Analyzing and improving software performance using Six Sigma tools and techniques.

An examination of Six Sigma tools, taken from the Analyze and Improve DMAIC project phases.

Introduction.


The Six Sigma for load testing article gives an overview of mapping the DMAIC project phases to a load testing project. This article outlines specific tools and techniques, from Six Sigma, that are applicable to load testing project goals.

The Analyze phase of Six Sigma DMAIC



There are two perspectives to use as reference points for conducting the initial analysis for a load testing DMAIC Six Sigma project. The first is process workflow and the second is resources (CPU, Memory, Database, Network etc.). In practice both will be used to build the complete picture and identify the root cause of the issue. The initial resource measurements, taken during the Measurement phase, will typically be for the transaction as a whole. These initial measures include the total time it takes for the transaction (i.e. Place order) to complete.

Following this high level view of resource consumption for the whole process, what follows is a breaking down of the process into a detailed workflow in order to isolate the component(s) that is causing the bottleneck or other performance issue.

Process and workflow maps


In order to analyze any process that process needs to be mapped out into a basic workflow or series of steps that satisfy the goals of the process. The initial workflow diagram will contain the main systems components, such as the example above.

The initial process map is often called level 0 and each main process can be broken down into its own process map at increasing levels of detail (level 1, level 2 etc.).

At each level of detail (including level 0) the important point is to be able to measure the resources used, including elapsed time, at that component level. By way of example the Database component could be decomposed into a series of SQL statements at process map level 1. If this decomposition is done the individual SQL statement resource usage and timings need to be measured for analysis.

As can be seen this approach of mapping out, decomposing and measuring the workflow tasks aligns to a ‘top down’ or divide and conquer approach to homing in on the offending component.

It is useful (although not essential) to have a load testing tool that can generate traffic against various system components, as the above analyze approach is followed. In this way just the SQL traffic could be generated to characterize the database access performance. This capability, from the load testing tool, will not only allow you to scrutinize the individual components but will also assist you with the next phase (Improve) as alternatives are tested.
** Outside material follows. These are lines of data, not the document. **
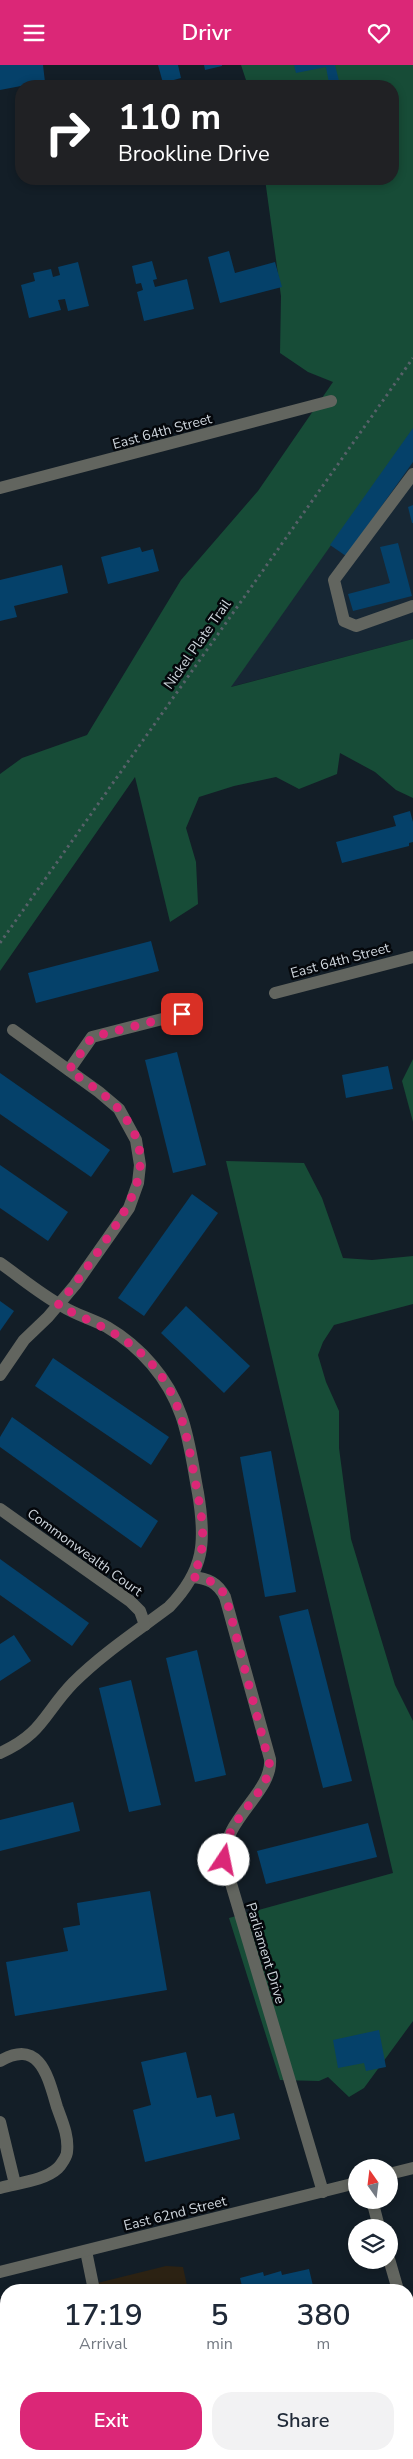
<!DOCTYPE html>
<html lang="en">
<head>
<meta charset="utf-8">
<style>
	body { margin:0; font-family:"Nunito Sans",sans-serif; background:#f2f2f3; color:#1f2937; height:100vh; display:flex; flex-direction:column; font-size:19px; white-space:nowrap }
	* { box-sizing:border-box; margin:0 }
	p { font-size:16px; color:#747a83 }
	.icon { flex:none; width:28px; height:28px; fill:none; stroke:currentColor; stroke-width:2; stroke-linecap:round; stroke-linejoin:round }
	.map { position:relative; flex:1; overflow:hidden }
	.side { position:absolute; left:0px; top:2219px; width:414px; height:176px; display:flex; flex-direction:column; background:#fff; border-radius:20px 20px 0 0; box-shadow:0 2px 8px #0003 }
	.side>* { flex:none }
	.banner { position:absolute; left:15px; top:15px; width:384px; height:105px; border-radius:20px; box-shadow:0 2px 8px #0003; background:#202124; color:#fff; overflow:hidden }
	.needle { width:32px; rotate:346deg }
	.tools { position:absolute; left:348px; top:2094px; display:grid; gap:10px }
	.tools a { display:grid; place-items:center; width:50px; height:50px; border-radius:50%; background:#fff; box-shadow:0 2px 8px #0003; font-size:25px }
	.pin { position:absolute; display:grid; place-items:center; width:42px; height:42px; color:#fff; margin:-21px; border-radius:10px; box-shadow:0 2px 8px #0006 }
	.me { position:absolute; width:55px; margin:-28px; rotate:11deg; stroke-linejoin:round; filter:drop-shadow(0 0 4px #0008) }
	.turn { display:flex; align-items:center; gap:18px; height:105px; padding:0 20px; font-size:22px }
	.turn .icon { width:65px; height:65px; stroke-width:2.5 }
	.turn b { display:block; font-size:35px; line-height:42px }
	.eta { display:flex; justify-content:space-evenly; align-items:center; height:85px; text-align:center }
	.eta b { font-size:30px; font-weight:600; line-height:35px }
	.primary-button { display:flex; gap:10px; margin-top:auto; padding:10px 20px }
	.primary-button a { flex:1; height:58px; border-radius:20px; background:#db2777; color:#fff; font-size:20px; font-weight:600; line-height:58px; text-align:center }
	.primary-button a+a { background:#f2f2f3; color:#1f2937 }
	header { display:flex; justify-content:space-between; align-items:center; height:65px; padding:0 20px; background:#db2777; color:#fff; font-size:22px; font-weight:600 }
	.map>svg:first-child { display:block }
</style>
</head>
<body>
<header><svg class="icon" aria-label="menu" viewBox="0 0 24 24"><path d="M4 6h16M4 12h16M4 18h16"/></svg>Drivr<svg class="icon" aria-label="heart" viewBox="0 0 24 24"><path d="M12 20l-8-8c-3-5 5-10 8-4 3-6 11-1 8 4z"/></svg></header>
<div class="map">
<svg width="413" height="2394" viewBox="0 0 413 2394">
	<rect width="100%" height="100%" fill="#131e27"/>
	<!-- built -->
	<path fill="#172734" d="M413,364V574L230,622Z"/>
	<!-- education -->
	<g fill="#2c2213">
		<path d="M166,2201L183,2202L188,2225H69Z"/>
		<path d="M6,2240V2389H227L228,2394H0V2242Z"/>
	</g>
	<!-- green -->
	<g fill="#174c37">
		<path d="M241,0H413V364L231,622L413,574V733L396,725L375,707L340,688L337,709L299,724L276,712L234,721L199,732L186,763L196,797L198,839L170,857L135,712L0,906V709L22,693L87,670L181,515L258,426L333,317L308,307L280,288L281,231L265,114H392V21H248Z"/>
		<path d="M413,994V1057L402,1016Z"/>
		<path d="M226,1096L304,1098L322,1133L343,1193L372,1195L413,1191V1239L334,1260L323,1277L318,1290L326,1317L339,1346V1383L351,1474L395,1620L413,1656V1956L364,2023L349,2032L328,2012L319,2016L280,2015L229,1853L393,1808Z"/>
	</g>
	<!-- building -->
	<g fill="#05416a">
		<path d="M0,0H43L45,17L57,15V21H21L0,25Z"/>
		<path d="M158,0H178L181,13L163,18Z"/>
		<path d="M204,0H222V1L205,5Z"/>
		<path d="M294,0H335L339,16L329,18L326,2L296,8Z"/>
		<path d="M229,186L235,208L275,197L282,222L220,238L208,192Z"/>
		<path d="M152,196L157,214L153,215L155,222L187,214L194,244L144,256L137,227L143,225L141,218L136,219L132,201Z"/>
		<path d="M78,197L89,241L68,246L65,234L58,235L61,245L29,253L21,220L35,216L33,208L51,204L53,212L60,210L58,202Z"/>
		<path d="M413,363V397L346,491L330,480Z"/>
		<path d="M413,440V458H412L408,442Z"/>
		<path d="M398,478L412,531L353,546L348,529L390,518L380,482Z"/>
		<path d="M140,482L142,487L153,484L159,506L108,519L101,492Z"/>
		<path d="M62,500L68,528L14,541L17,552L0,556V515Z"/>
		<path d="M410,746L413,757V777L409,778V781L342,798L336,777L396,761L393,751Z"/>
		<path d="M151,876L159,906L36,938L28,908Z"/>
		<path d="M177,987L206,1100L173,1108L145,995Z"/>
		<path d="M388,1001L393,1024L346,1033L342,1010Z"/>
		<path d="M0,1008L110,1085L91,1112L0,1049Z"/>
		<path d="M0,1100L68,1147L48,1176L0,1143Z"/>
		<path d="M192,1129L218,1148L144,1251L118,1233Z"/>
		<path d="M0,1236L14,1246L0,1266Z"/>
		<path d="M186,1241L250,1301L224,1328L161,1268Z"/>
		<path d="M53,1293L169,1372L151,1400L35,1321Z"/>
		<path d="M12,1352L158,1456L141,1483L0,1382V1372Z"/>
		<path d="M271,1386L296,1527L265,1532L240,1392Z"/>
		<path d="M0,1494L89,1558L72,1581L0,1530Z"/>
		<path d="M308,1544L352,1716L323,1723L279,1551Z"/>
		<path d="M14,1570L31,1596L0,1616V1579Z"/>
		<path d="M197,1585L226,1710L195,1717L166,1593Z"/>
		<path d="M131,1615L161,1740L129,1747L99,1623Z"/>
		<path d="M73,1737L80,1766L0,1786V1755Z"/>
		<path d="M368,1758L377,1792L266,1819L257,1786Z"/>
		<path d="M150,1826L167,1925L15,1951L6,1897L68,1886L63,1863L80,1860L77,1838Z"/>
		<path d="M379,1965L386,2002L366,2006L364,1998L338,2003L333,1975Z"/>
		<path d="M186,1987L197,2033L211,2030L216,2052L234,2048L240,2074L145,2097L133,2045L151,2040L141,1997Z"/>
		<path d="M309,2204L314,2225H243L240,2213L263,2207L264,2211L281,2206L282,2210Z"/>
		<path d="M300,2389H329L330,2394H302Z"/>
	</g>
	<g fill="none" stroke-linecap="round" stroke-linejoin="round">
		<!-- path -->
		<path stroke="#576169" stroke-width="3" stroke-dasharray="2.5 4" stroke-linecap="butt" d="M0,878L413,293"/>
		<!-- minor -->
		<g stroke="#62655f" stroke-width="12">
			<path d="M413,409L334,515L344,556L356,561L413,541"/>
			<path d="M0,423L331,336"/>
			<path d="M275,928L413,892"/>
			<path d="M69,1005L92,972L182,949"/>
			<path d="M0,1198C20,1212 40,1229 62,1241C76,1250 92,1254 107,1262C141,1282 168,1313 181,1350C190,1375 193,1402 198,1428C206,1476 205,1505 169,1542C137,1566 102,1589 73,1618C44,1648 43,1669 0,1688"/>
			<path d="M0,1310L24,1275L48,1252L75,1220L129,1143L138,1118L140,1100L136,1075L119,1044L99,1027L13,965"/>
			<path d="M0,1444L130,1536L140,1546L145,1560"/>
			<path d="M192,1512C208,1513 218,1518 225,1532L270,1694C273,1727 223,1754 224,1795L323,2127"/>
			<path d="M0,1996C40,1973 48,2012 57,2042C62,2056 69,2071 67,2087C67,2091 61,2100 58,2103C44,2116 17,2118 0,2123"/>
			<path d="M0,2057L15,2119"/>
			<path d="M389,2109L413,2103"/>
			<path d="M372,2135L379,2162"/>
			<path d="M86,2186L94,2225"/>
			<path d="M389,2194L398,2225"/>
			<path d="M0,2207L356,2118"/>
			<path d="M408,2252L413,2268"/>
			<path d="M0,2327L6,2332"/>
			<path d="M33,2394L39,2389"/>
			<path d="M126,2394V2389"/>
		</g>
	</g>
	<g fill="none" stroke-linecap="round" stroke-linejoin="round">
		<!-- route -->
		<path stroke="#db2777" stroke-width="9" stroke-dasharray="0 16.2" d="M182,949L92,972L69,1005C86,1018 107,1029 120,1046C161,1095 132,1137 102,1181C88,1201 74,1221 58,1240C91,1258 118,1265 146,1293C180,1326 187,1371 195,1415C201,1448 210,1481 192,1512C208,1513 218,1518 226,1532L270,1701C265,1734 223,1755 224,1795"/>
	</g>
	<g text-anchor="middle" stroke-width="5" stroke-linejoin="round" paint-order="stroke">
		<!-- street labels -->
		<g font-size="14" fill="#cdd4db" stroke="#04070b">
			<text transform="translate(162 366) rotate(-15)" y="5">East 64th Street</text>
			<text transform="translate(197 579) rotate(-55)" y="5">Nickel Plate Trail</text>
			<text transform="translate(340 895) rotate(-15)" y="5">East 64th Street</text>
			<text transform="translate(85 1487) rotate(36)" y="5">Commonwealth Court</text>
			<text transform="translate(266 1888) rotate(73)" y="5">Parliament Drive</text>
			<text transform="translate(175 2148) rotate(-14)" y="5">East 62nd Street</text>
		</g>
	</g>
</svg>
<div class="tools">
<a><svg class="needle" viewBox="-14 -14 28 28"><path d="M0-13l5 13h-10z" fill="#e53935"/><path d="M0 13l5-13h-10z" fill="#747a83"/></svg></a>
<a><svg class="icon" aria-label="layers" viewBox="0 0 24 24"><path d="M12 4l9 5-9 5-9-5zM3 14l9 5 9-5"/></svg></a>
</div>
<div class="pin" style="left:182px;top:949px;background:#d93025"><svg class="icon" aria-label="arrive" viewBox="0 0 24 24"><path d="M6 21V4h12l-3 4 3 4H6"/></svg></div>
<svg class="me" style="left:224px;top:1795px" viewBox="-20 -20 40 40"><circle r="19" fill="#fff"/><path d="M0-13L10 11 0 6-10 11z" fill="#db2777"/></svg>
<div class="banner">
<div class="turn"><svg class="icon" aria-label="right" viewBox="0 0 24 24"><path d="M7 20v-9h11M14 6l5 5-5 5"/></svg><div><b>110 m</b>Brookline Drive</div></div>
</div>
<section class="side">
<div class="eta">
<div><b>17:19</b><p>Arrival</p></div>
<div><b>5</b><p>min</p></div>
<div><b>380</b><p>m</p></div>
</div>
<div class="primary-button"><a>Exit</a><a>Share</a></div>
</section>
</div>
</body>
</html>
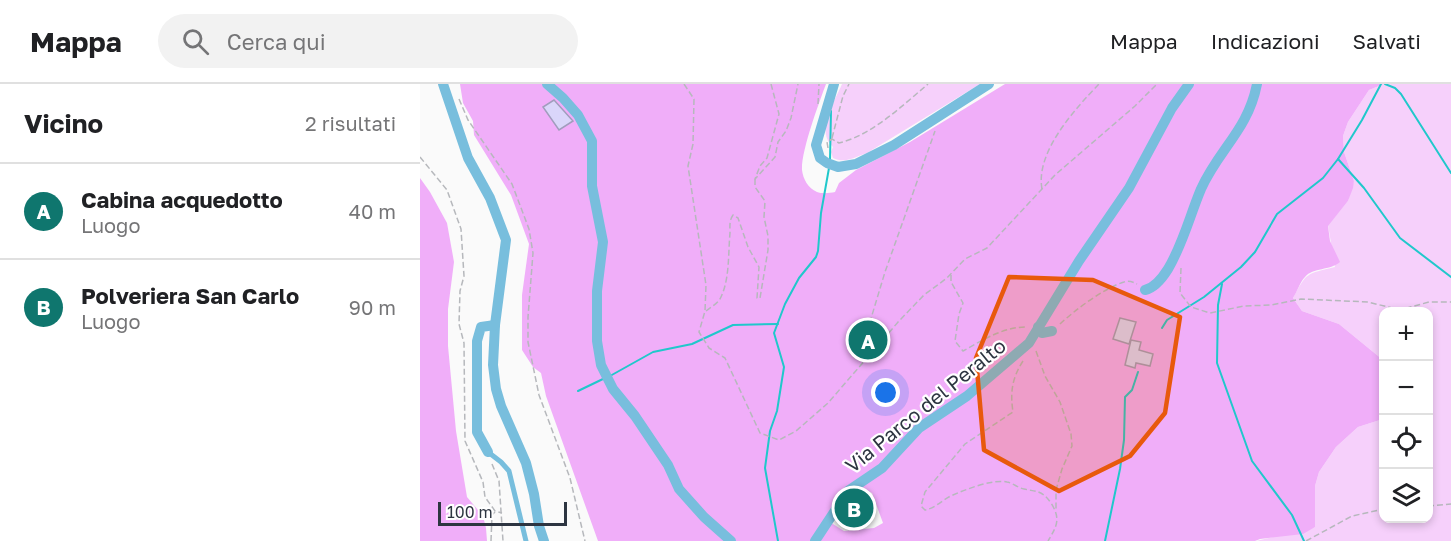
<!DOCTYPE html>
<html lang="it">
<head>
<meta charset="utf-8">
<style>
  body { margin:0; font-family:"Golos Text",sans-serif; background:#f2f2f2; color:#202124 }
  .controls { position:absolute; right:18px; bottom:18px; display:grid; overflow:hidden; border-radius:12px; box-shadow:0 3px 9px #0003 }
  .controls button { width:54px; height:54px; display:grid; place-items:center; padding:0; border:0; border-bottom:2px solid #e0e0e0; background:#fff; color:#202124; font:30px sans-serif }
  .scale { position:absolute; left:18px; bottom:15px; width:129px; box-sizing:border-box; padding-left:6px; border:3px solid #2d3541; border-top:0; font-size:16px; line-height:21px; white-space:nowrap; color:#2d3541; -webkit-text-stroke:4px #fff; paint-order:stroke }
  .you { position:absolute; left:466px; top:309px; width:21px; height:21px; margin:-15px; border:4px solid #fff; border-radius:50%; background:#1a73e8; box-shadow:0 0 0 9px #1a73e833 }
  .badge { display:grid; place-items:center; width:39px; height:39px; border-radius:50%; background:#0f766e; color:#fff; font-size:20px; font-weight:700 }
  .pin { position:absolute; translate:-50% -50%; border:3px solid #fff; box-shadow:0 2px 6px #0006 }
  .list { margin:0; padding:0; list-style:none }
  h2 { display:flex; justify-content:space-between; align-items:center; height:78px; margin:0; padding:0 24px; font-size:26px }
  h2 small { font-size:20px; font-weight:400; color:#757577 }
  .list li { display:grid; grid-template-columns:39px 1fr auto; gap:18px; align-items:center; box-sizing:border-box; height:96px; padding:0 24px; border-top:2px solid #e0e0e0 }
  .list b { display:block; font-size:22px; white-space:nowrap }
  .list p { margin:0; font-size:20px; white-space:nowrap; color:#757577 }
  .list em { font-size:20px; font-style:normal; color:#757577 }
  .icon { flex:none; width:33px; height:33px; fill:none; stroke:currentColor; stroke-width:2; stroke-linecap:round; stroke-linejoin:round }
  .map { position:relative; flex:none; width:1031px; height:457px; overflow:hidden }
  header { display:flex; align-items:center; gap:36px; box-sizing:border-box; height:84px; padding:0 30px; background:#fff; border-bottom:2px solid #e0e0e0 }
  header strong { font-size:28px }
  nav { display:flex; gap:33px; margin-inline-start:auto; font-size:21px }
  .search { width:420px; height:54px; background:#f2f2f2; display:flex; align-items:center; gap:15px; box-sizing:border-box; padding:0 21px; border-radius:33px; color:#757577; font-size:22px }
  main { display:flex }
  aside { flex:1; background:#fff }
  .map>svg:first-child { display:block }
</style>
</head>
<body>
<header>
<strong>Mappa</strong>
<div class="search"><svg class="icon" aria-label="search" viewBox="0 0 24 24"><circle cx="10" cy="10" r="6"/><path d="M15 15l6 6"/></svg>Cerca qui</div>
<nav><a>Mappa</a><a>Indicazioni</a><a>Salvati</a></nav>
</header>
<main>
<aside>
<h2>Vicino<small>2 risultati</small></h2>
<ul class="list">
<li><span class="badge">A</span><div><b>Cabina acquedotto</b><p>Luogo</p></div><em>40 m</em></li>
<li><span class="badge">B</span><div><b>Polveriera San Carlo</b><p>Luogo</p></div><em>90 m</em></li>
</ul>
</aside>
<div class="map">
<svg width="1031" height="457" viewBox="0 0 1031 457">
  <rect width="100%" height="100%" fill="#fafafa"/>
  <g fill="#f6d0fb">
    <path d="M422,0H560L447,69C435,73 425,80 413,74L411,68L413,63C395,47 414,19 422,0Z"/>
    <path d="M964,0H1031V457H836L895,443V402L899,388L916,363L938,343L963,335L964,434H1008V228H964L963,276L919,240L882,227L873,214C887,188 886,190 915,183L908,141L928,117L934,97L924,68L923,52L928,38L949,6Z"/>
  </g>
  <g fill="#f0aef9" fill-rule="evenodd">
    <path d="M40,0H406C399,19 381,67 382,86C383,95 388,104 397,108C402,110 410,109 415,108L419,99L436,86L490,58L585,0H964L949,6L928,38L923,52L924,68L934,97L933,104L928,117L908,142L910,157L920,178C910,187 893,183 885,193C880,198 877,208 873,214L882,227L919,240L963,276V335L938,343L916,363L899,388L895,402V443L883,450L840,455L835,457H178L126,312L121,289L113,283L102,266V211L109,160L91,111L54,51L53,37L43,19ZM430,401L452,409L463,439L454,444L424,447L405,435Z"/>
    <polygon points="0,94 10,108 27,139 34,178 28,225 28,262 36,347 47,413 63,432 66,444 67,457 0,457"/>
  </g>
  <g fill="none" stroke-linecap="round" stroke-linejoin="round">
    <g stroke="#20c8cb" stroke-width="2">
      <polyline points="965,0 975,4 981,10 1031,89"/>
      <polyline points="918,75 944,104 980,154 1031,193"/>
      <polyline points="410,76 411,27"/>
      <polyline points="802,200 798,221 797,279 832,377 872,431 884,457"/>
      <polyline points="742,244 747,236 784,213 821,183 835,168 857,130 903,94 918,75 942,36 961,0"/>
      <polyline points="190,292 233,268 272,260 313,241 358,240"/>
      <polyline points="158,307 185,294"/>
      <polyline points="358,457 345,384 350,347 357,327 364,283 354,249 365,220 379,194 396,173 398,167 401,129 409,84"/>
      <polyline points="685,457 700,385 704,356 705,313 712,306 718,288"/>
    </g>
  </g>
  <g fill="#dad6fa" stroke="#a19dbd" stroke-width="1.5">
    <polygon points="134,16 153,37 139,46 123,23"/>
    <polygon points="700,234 716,238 709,260 693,255"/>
    <polygon points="711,256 721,258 719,266 733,270 730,282 716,279 715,284 705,281"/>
    <polygon points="433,414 443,418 437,435 425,431"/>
  </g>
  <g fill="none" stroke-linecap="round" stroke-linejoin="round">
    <g stroke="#b6b8bc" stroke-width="1.5" stroke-dasharray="6 3" stroke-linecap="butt">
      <polyline points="264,0 274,15 273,60 268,82 286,201 285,227 279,248 289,264 305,274 340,349 359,356 376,347 408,319 479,237 504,211 527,194 545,175 567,164 635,91 715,22 737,0"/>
      <polyline points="351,0 359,30 347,74 340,82 335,95 355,73 358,58 366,47 371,34 378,0"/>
      <polyline points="39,15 48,36 92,100 109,145 113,169 108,233 108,258 119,311 150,394 165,457"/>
      <polyline points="398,20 399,0"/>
      <polyline points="412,54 423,12 429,0"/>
      <path d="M408,64L407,58L412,55L419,59C452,51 482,22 508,0"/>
      <polyline points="0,73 27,106 41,145 44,192 40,207 39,240 44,259 45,357 63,398 65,413 75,427 82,429"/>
      <path d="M622,105C615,68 656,24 679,0"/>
      <polyline points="761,184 760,209 771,223 790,229 824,222 851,221 881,215 948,218 980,226 1009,218 1031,218"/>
      <path d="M531,191V198L543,219L539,230L535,257L543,267C563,256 583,243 606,243"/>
      <path d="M286,227C291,223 297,220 300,215C310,196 308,170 310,149C310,142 309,137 313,131L318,134L328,163L339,183L337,214H340L348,166V152L344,133L345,117L335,103V95"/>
      <path d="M640,240C655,226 684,204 704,198C709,196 713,198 717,200"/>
      <polyline points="616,267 625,292 640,318 651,350 652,362 642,385 636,406 636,426"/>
      <polyline points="446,273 443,269 443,261 465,188 515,47"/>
      <path d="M603,277C592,294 590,308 593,328L545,360L505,408L501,422L505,426C516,424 523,415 533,411C547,405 572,395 587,398C593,399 598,404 604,405C617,408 622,406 631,419C641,435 637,442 628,457"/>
      <polyline points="72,380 79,397 83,457"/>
      <polyline points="1008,422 1031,420"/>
      <polyline points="71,457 72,431 75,428"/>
      <polyline points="886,457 932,432 964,425"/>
    </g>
    <polyline stroke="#78bedd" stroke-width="5" points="68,368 81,378 89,387 106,457"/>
    <g stroke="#78bedd" stroke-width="10">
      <polyline points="23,0 48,74 70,114 86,156 75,241 73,281 76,305 81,322 106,379 114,410 119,442 124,457"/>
      <polyline points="127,0 143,14 158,31 172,57 172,102 183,158 177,207 177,257 181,281 193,305 215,332 248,381 259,405 284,433 311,457"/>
      <polyline points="414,0 396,61 400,74 407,79 418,83 436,80 474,61 569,0"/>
      <path d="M725,206C734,204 743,193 748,185C763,160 770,131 781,105C799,65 828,46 837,0"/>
      <polyline points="618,243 622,249 632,247"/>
      <polyline points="68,368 57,348 57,257 61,243 75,241"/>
      <polyline points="395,457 428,407 462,384 499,344 547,312 609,259 659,177 709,104 752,24 769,0"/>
    </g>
  </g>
  <path fill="#e8590c" fill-opacity="0.2" stroke="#e8590c" stroke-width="4.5" stroke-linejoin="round" d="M589,193L673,196L760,233L745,329L710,372L639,407L564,366L556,274Z"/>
  <g text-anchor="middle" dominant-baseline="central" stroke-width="4.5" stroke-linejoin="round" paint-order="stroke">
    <g font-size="20" fill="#2d3541" stroke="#fff">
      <text transform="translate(505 321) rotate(-39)">Via Parco del Peralto</text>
    </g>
  </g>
</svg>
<div class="controls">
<button>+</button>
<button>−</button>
<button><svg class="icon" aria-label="locate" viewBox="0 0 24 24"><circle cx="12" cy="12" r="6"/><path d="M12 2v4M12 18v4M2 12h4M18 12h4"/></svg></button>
<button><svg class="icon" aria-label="layers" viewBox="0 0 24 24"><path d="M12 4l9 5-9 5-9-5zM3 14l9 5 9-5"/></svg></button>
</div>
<div class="scale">100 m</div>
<div class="you"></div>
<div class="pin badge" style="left:448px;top:256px">A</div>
<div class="pin badge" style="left:434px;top:424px">B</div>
</div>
</main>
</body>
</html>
The Improve phase of Six Sigma DMAIC.

Having identified the possible root cause of the performance problem the next stage is to review potential countermeasures to the problem. In Six Sigma there is a series of techniques that come under the general heading of Design of Experiments. These techniques can also be used during the Analyze stage to further clarify the root cause of the issue, for example the issue might only happen under particular circumstances (user types, time of day etc.) and a systematic method of experimentation is needed to isolate the factors that influence the issue.

Design of Experiments


Design of experiments is a statistical approach to identifying root cause, or optimal performance. There are many good papers on the internet on this subject but for the purposes of this article I will focus on Hypothesis testing.

In summary hypothesis testing means forming an idea of the cause of an issue (or an idea for improvement) and then setting up experiments to prove or disprove that idea (i.e. the validity of the hypothesis).

In practice hypothesis testing involves isolating the factor (for example your hypothesis is that when the Delivery date is into next year, on the Place Order transaction, there is a data access issue with multiple SQLs being invoked ) and then running performance tests varying just the date. In this way the date can be confirmed or eliminated as the ‘culprit’.

If the delivery date proved to be the cause of the performance issue then, following countermeasures to improve the performance, (possible query optimization) other hypothesis testing could be done to verify the countermeasure. One set of important design of experiments to execute, after the system has been changed, is to verify that other transactions have not been adversely impacted with changes (in particular with database optimizations). This scenario is a ‘rob Peter to pay Paul’ deal under which any database transaction can be improved by redesigning the database around the given transaction but other transactions will suffer.



In summary hypothesis testing will play an important role in analyzing root cause and proving that the system changes satisfy the load testing project goals without adversely impacting other system functions.

Summary.

Using Six Sigma techniques such as process maps and hypothesis testing are well suited to software load testing projects. In addition to building up expertise in using these tools the performance engineer should also be continually look out for tools that can measure performance at a granular level (Java code level profiling etc.). In addition it is useful to have a load testing tool that can deliver a precise workload at the system component level (i.e. SQL, SOAP protocols) in order to facilitate effective and efficient hypothesis testing during both the Analyze and Improve stages of the Six Sigma load testing project.